In Bremen machen sich nicht nur Touristen hochgestapelt und gern zu kompletten Vollhonks. Foto bizarr lautet dort die Losung.

Das gefällt den Touristen: maritime Stimmung in Bremen. Bild: dpa

Wer schon einmal in Pisa war, hat sicherlich folgendes Schauspiel gesehen: Menschen, die wie angewurzelt herumstehen und beide Hände in den Himmel halten, so konzentriert, als berührten ihre Finger einen imaginären Volleyball oder die Brüste eine sehr großen Frau. Und dann erst entdeckt man dahinter diesen schiefen Turm.

Das Einzige, was es in Pisa zu sehen gibt, sind die Menschen vor diesem Turm. Die Massen von Menschen, die auch nicht wissen, was sie sonst hier tun sollen, die sich in einiger Entfernung vor dem Turm aufbauen und pantomimisch bedeuten, dass sie diesen stützen, vorm Umfallen bewahren, bis irgendwer ein Foto macht.

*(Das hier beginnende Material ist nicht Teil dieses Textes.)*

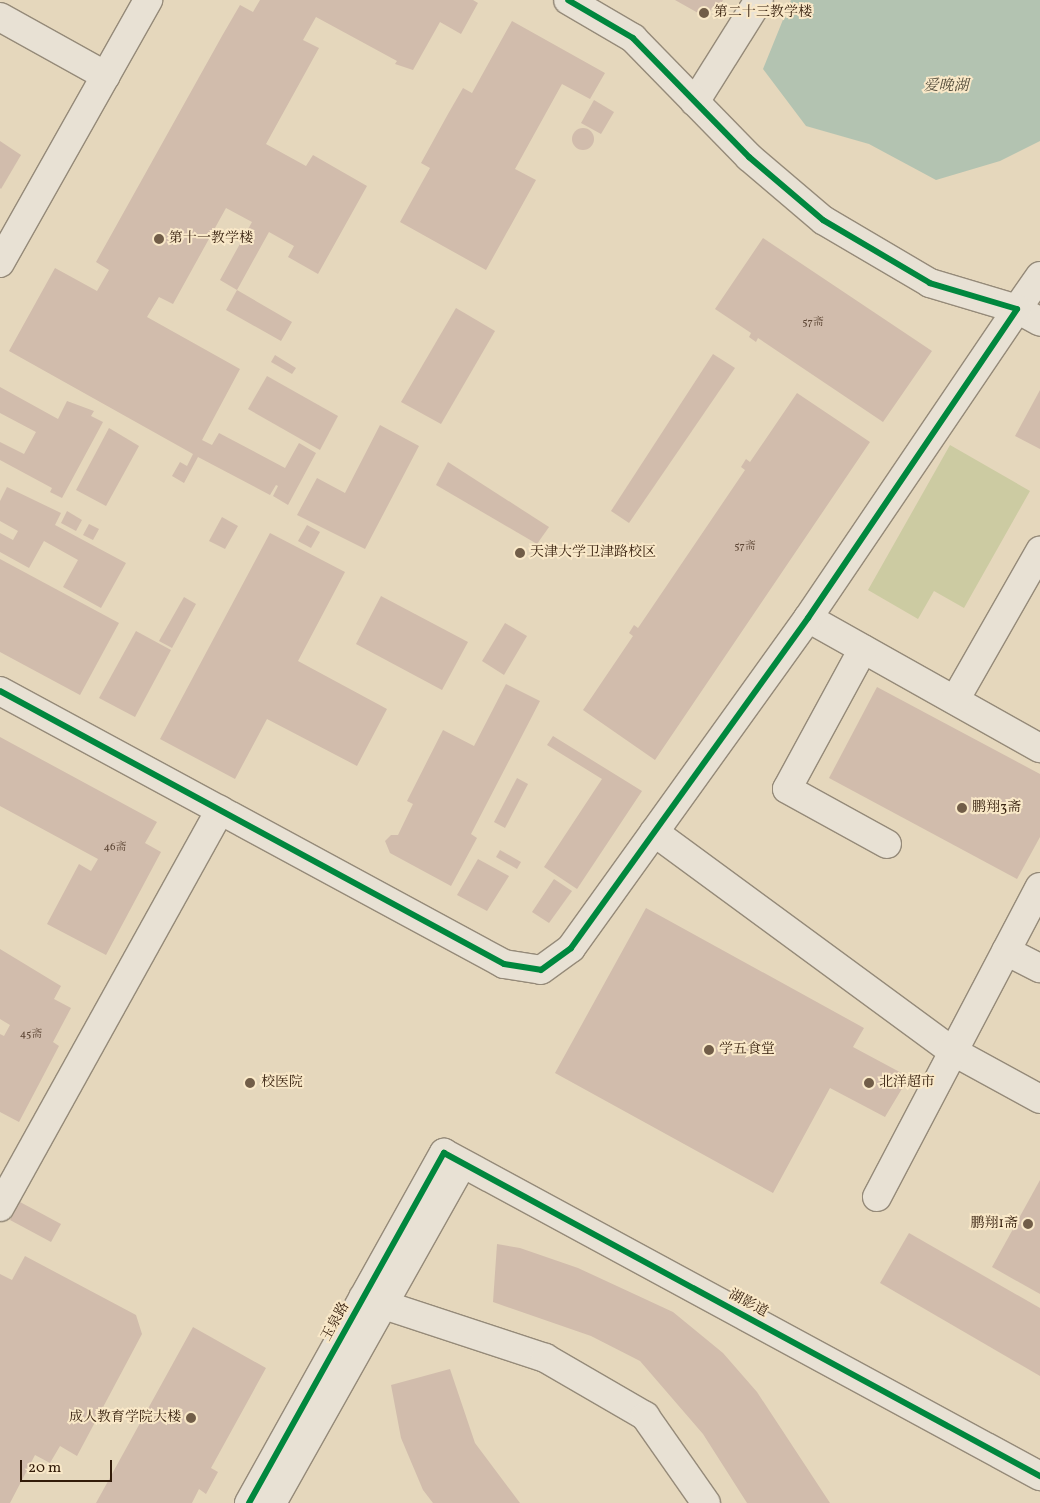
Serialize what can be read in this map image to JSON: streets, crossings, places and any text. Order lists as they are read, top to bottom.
{
  "streets": {
    "street": ["湖影道", "玉泉路"]
  },
  "crossings": [
    ["湖影道", "玉泉路"]
  ],
  "water": ["爱晚湖"],
  "places": [
    "第二十三教学楼",
    "第十一教学楼",
    "天津大学卫津路校区",
    "鹏翔3斋",
    "学五食堂",
    "校医院",
    "北洋超市",
    "鹏翔1斋",
    "成人教育学院大楼"
  ],
  "house_numbers": [
    "57斋",
    "57斋",
    "46斋",
    "45斋"
  ],
  "scale_bar": "20 m"
}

Touristen, die bereit sind, für ein originelles Urlaubsfoto alles zu geben, sogar ihre Würde, gibt es aber auch andernorts. Zum Beispiel in Bremen. Wer ein paar Stunden aufmerksam durch die Bremer Innenstadt streift, wird ihn irgendwann entdecken: diesen freundlichen Herrn im unauffälligen Regenparka, der mit einem Mal seinen Freizeitrucksack absetzt und im nächsten Augenblick auf allen vieren kniet, direkt vor den gewichsten Stiefeln seiner Gattin.

Perfekte Foto-Musikanten

Die wiederum stellt ihre Einkaufstüten aufs Pflaster, rafft die Röcke und klettert, in kichernder Vorfreude, auf den Rücken ihres Mannes. Ihr pickliger Sohn kraxelt, lustlos, murrend, noch obendrauf, dass sich das Gesicht des Vaters bereits schmerzvoll verzieht. Und wenn zuoberst noch der Dackel Platz nimmt, sind die Bremer Stadtmusikanten perfekt.

Ein Fußgänger drückt auf den Auslöser des Fotoapparats, den ihm der Vater zuvor gereicht hat. Frau, Kind und Hund purzeln hinab, und auch der Vater richtet sich wieder auf, klopft den Straßenstaub von den Hosenknien, schultert den Rucksack und geht, um im Rathaus die nächste Führung mitzunehmen.

Und die Bremer? Die begegnen dem bizarren Schauspiel mit hanseatischem Gleichmut: Was soll’s, wem’s Spaß macht, man kann Irre nicht aufhalten. So was sieht man hier schließlich alle Tage. Da gibt es die vier jungen Niederländer auf Junggesellen-Tour, recht feuchtfröhlich übereinandergetürmt, bellend nach Bier, miauend nach deutschen Frauen. Der Hahn gibt ein paar gurgelnde Geräusche von sich. „Niet kotsen! Niet kotsen!“, brüllen die anderen hinauf, und der Turm löst sich sehr schnell wieder auf.

Koreaner gestapelt

Flinker sind da nur die stets flinken Koreaner auf großer Europarundreise, die von ihrem Tour Guide genau drei Minuten bekommen, um sich wieselschnell übereinanderzustapeln: drei Koreanerinnen und eine Schiesser-Einkaufstüte – und die famose Urlaubserinnerung ist im Kasten.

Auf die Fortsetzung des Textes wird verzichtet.